A little known pristine bog in Shannon boasting endangered plant life is set to become a permanently protected ecological reserve.

"The area is unique because it lies undisturbed so close to the presence of man," said Patrick Beauchesne, the director of ecological heritage and parks at Quebec Ministry of Sustainable Development, Environment and Parks.

The provincial ministry has already issued public notice of temporary protection status for 165.8 hectares of the 250-hectare bog located to the south of Wexford road and to the west of Gosford road.

The area, located in the Shannon municipality, is one of 16 ecologically sensitive territories the Quebec government is moving to protect this year.

The Shannon "bog is known to scientists as a very good example of a bog ecosystem within the Laurentians," said Beauchesne.

Once the ongoing public process of declaring the bog a protected area is complete, there will be severe restriction on human access to the ecologically fragile area, he said.

"We want to minimize human impact on the area as much as possible," said Beauchesne.
While Shannon's residents will have a difficult time accessing the new ecological reserve, Douglas Hincks, a local resident interested in the bog for nearly 30 years, said they will benefit directly from the bog's protection.

"The new municipal wells lie just west of this bog," said Hincks.
"The bog will filter all of the water for these wells."

The municipality received $13.3 million in funding from the federal government in February to connect the wells to an aqueduct system serving 75 per cent of the households in the municipality.

The ecosystem in the zone under government protection is home to a significant number of two kinds of endangered orchiids, the white-fringed orchid and the southern twayblade.

"Finding the listera australis (southern twayblade) this far north is very rare," Hincks said.
"It is at the northern limits of its range."

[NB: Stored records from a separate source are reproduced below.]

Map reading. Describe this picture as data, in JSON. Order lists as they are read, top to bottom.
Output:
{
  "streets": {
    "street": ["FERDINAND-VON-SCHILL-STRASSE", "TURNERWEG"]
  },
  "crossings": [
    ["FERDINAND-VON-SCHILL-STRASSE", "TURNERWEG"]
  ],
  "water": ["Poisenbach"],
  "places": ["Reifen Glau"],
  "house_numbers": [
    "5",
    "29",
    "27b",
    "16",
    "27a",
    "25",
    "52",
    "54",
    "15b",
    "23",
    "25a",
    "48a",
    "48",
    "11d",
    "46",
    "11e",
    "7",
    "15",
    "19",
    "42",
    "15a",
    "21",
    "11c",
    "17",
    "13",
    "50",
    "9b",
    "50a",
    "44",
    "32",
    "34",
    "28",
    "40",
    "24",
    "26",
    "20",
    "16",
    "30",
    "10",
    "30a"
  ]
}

Hincks, who is also a grade six teacher at Dollard-des-Ormeaux School, became interested in the bog in 1980 when Serge Courville, a Université Laval geography professor and fellow member of the municipality's urbanism committee at the time, presented a report on the bog to the committee.

In 2005, Hincks and his wife, Diane, donated seven hectares of their own land near Wexford road to the provincial government in the hopes that the bog-land might one day become part of an ecological reserve.

"It's getting the protection it deserves," Hincks said.

"People thought that there were only mosquitoes in the bog," said Hincks.

"But there are two species of carnivorous plants, the sundew and the pitcher plant, wild cranberries, and all kinds of wildlife -- owls, marsh birds, beavers, porcupines, and moles among others."
Students at the school do have the right of access to 100 hectares of provincial government land located across from the proposed ecological reserve that house a partial extension of the bog.

The school teacher convinced the Central Quebec School Board in 1999 to seek a $1-million liability insurance policy requested by the government in order to allow students at Dollard-des-Ormeaux School to have access for discovery and learning of the wonders of nature.
That area has some bog but is mostly made up of woodlands, marshes and dunes, said Hincks.

"We've had our grade six students catalogue and give presentations to the younger students on the trees and the birds in the area," Hincks said.

"With every year, the younger students look more and more forward toward their turn to present."